Noha also says, “I think this effort is very important in order for information, resources and conversations in such type of event to be available to a greater number of people in their own languages. However. I think it is important to highlight translation efforts and Twitter accounts on which translations will be published, in addition to giving organizations and people participating in events access to the same so that they can also share the content on their Twitter pages.”

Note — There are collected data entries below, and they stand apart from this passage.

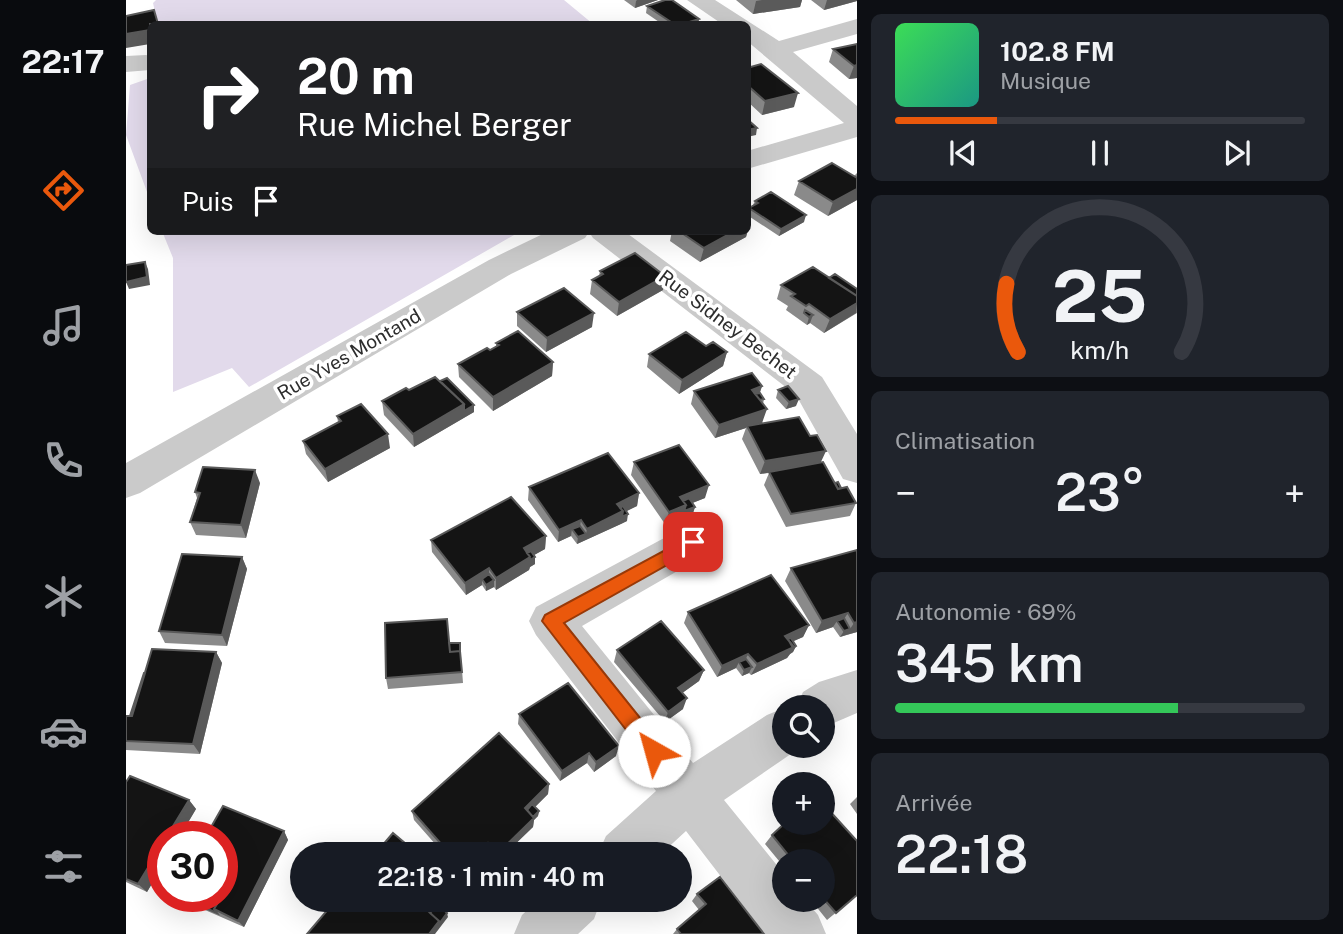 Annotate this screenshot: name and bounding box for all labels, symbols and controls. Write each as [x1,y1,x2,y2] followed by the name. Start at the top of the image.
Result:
[1000,36,1115,67] text: 102.8 FM
[22,43,105,80] text: 22:17
[297,47,415,105] text: 20 m
[182,49,273,140] icon: right
[1000,67,1091,94] text: Musique
[297,106,572,143] text: Rue Michel Berger
[944,134,982,172] icon: previous
[1081,134,1119,172] icon: pause
[1218,134,1256,172] icon: next
[39,166,88,215] icon: directions
[247,182,285,220] icon: arrive
[182,186,233,217] text: Puis
[1052,253,1148,338] text: 25
[655,265,801,383] street label: Rue Sidney Bechet
[39,301,88,350] icon: music
[273,304,425,404] street label: Rue Yves Montand
[1071,335,1129,365] text: km/h
[895,427,1035,454] text: Climatisation
[39,436,88,485] icon: phone
[1055,462,1145,523] text: 23°
[895,471,916,516] text: −
[1284,471,1305,516] text: +
[663,512,723,572] pin
[674,523,712,561] icon: arrive
[39,572,88,621] icon: climate
[895,598,1077,625] text: Autonomie · 69%
[895,633,1084,694] text: 345 km
[772,695,835,912] map controls
[772,695,835,758] button: search
[39,707,88,756] icon: car
[617,714,691,788] position arrow
[772,772,835,835] button: +
[895,789,972,816] text: Arrivée
[147,821,238,912] speed limit sign: 30
[895,824,1028,885] text: 22:18
[39,842,88,891] icon: filters
[772,849,835,912] button: −
[377,861,605,892] text: 22:18 · 1 min · 40 m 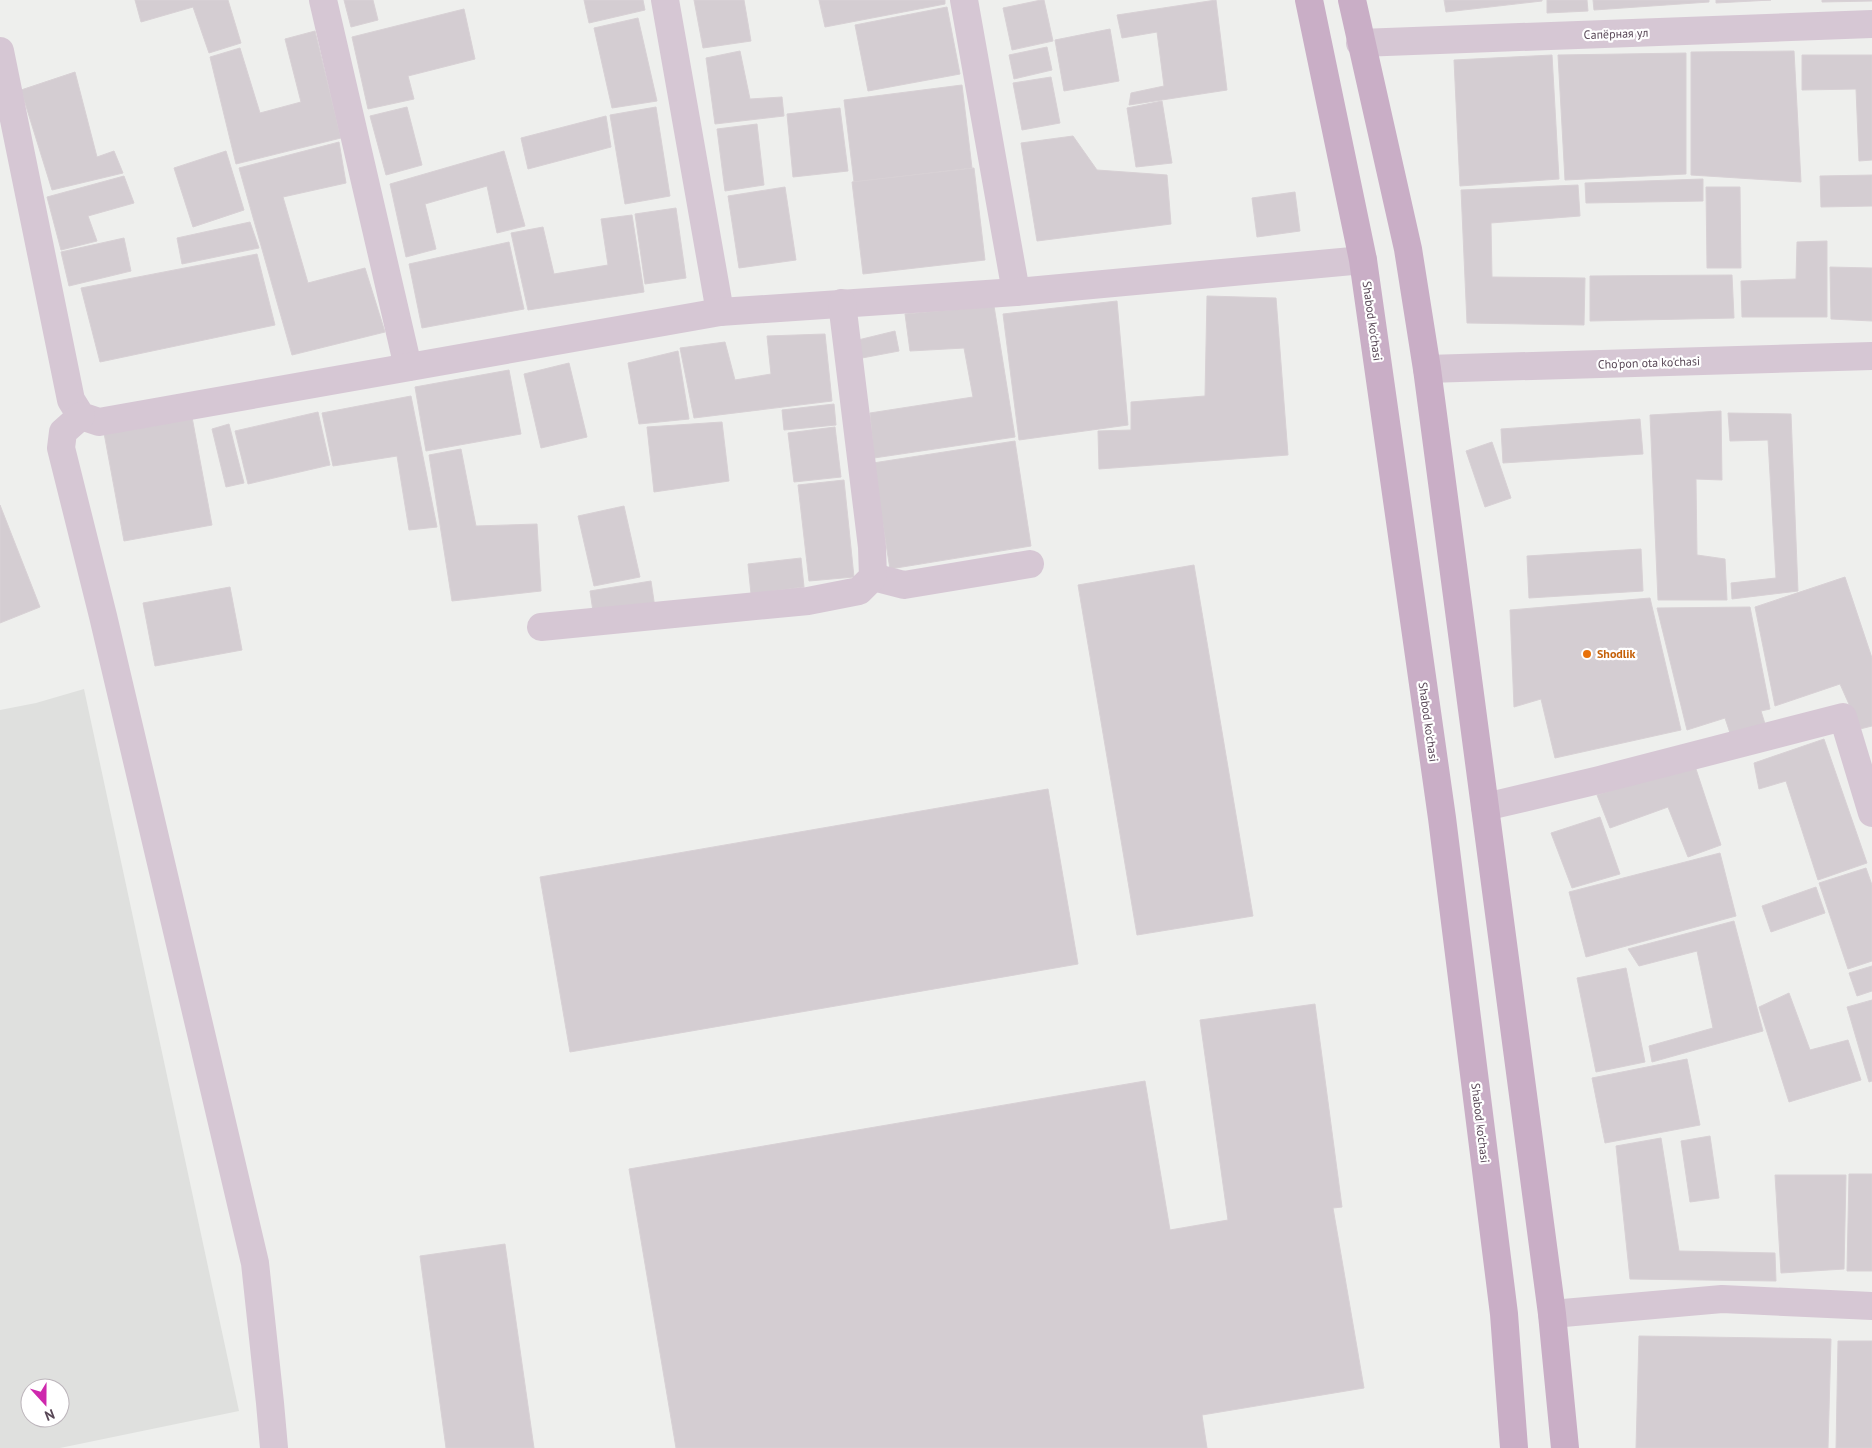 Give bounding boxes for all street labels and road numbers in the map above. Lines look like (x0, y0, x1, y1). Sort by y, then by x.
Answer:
street label: Сапёрная ул (1583, 25, 1649, 42)
street label: Shabod ko'chasi (1359, 280, 1386, 362)
street label: Cho'pon ota ko'chasi (1598, 353, 1700, 372)
street label: Shabod ko'chasi (1415, 681, 1442, 763)
street label: Shabod ko'chasi (1468, 1082, 1493, 1164) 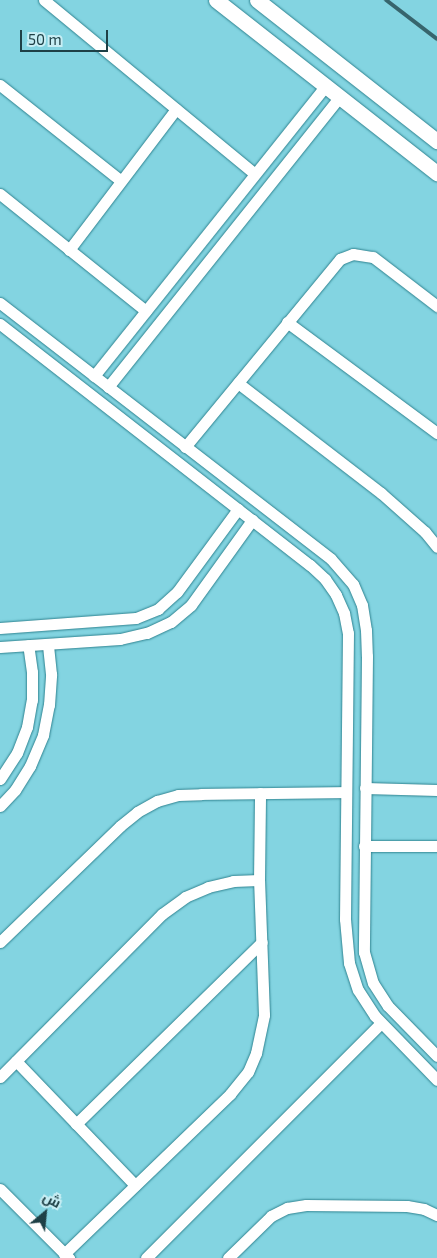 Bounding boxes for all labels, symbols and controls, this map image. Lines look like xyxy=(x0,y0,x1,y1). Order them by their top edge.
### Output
scale bar xyxy=(22,20,110,52)
text: 50 m xyxy=(28,30,62,48)
north arrow xyxy=(20,1188,70,1238)
text: ش xyxy=(40,1188,64,1211) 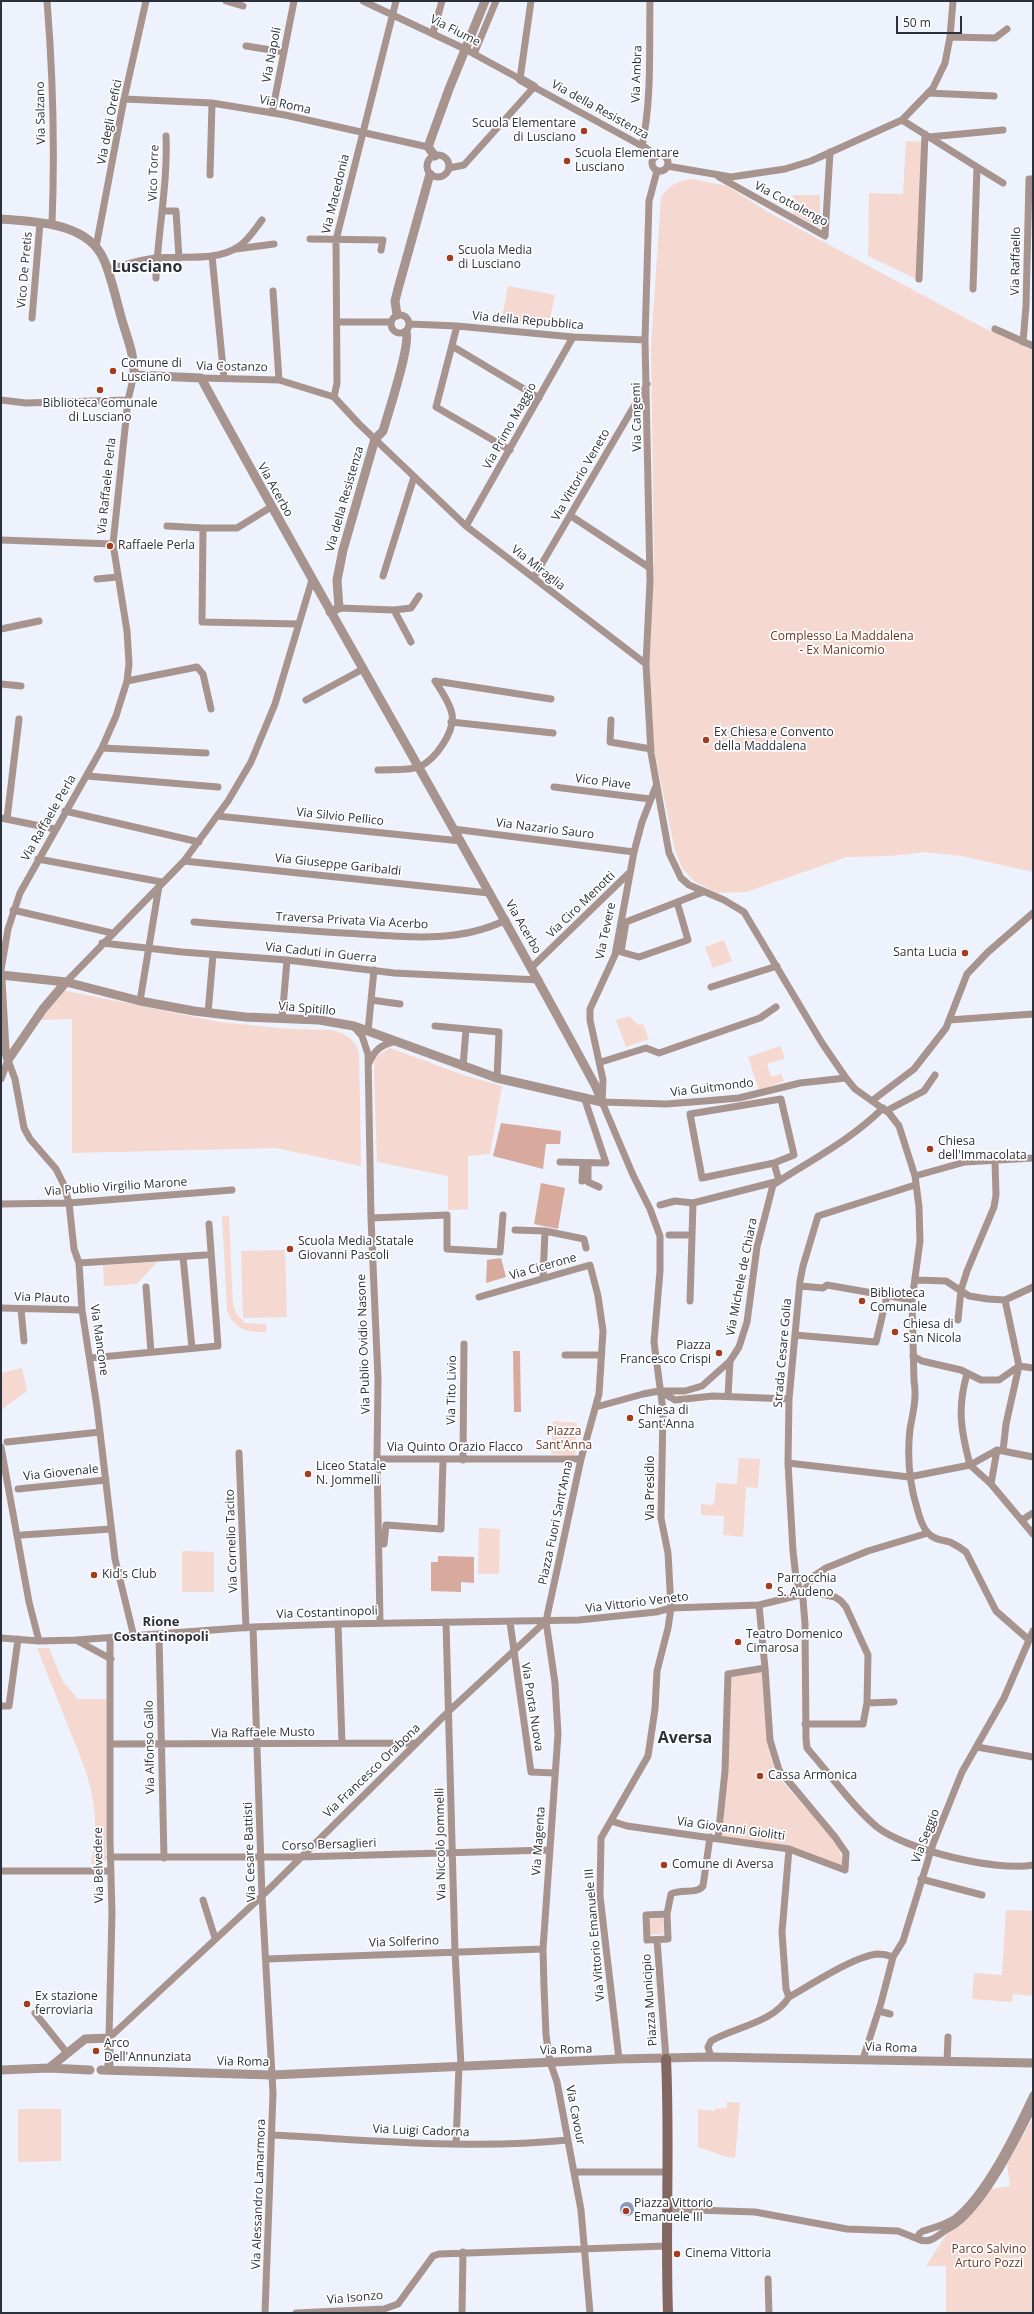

Noha Dawood does not hesitate to say, “Like any software being developed, we consider how to make “Bridge” application as easy to use as possible. For us, it is important that translators can perform their task with as little effort as possible, in addition to providing the largest possible assistance (such as integration of a dictionary and machine translation) in the application. In this way, “Bridge” can provide reliable translations.

The application is still in the pilot phase and “Maydan” team is trying to improve the application based on the feedback from partners and users. Further, they are developing an application for Android and they hope to launch “Bridge” for all internet users in the near future.

Finally, Noha indicates that the final version of “Bridge” should be the best version so that the application can easily be used by any group interested in translating a particular content on social media.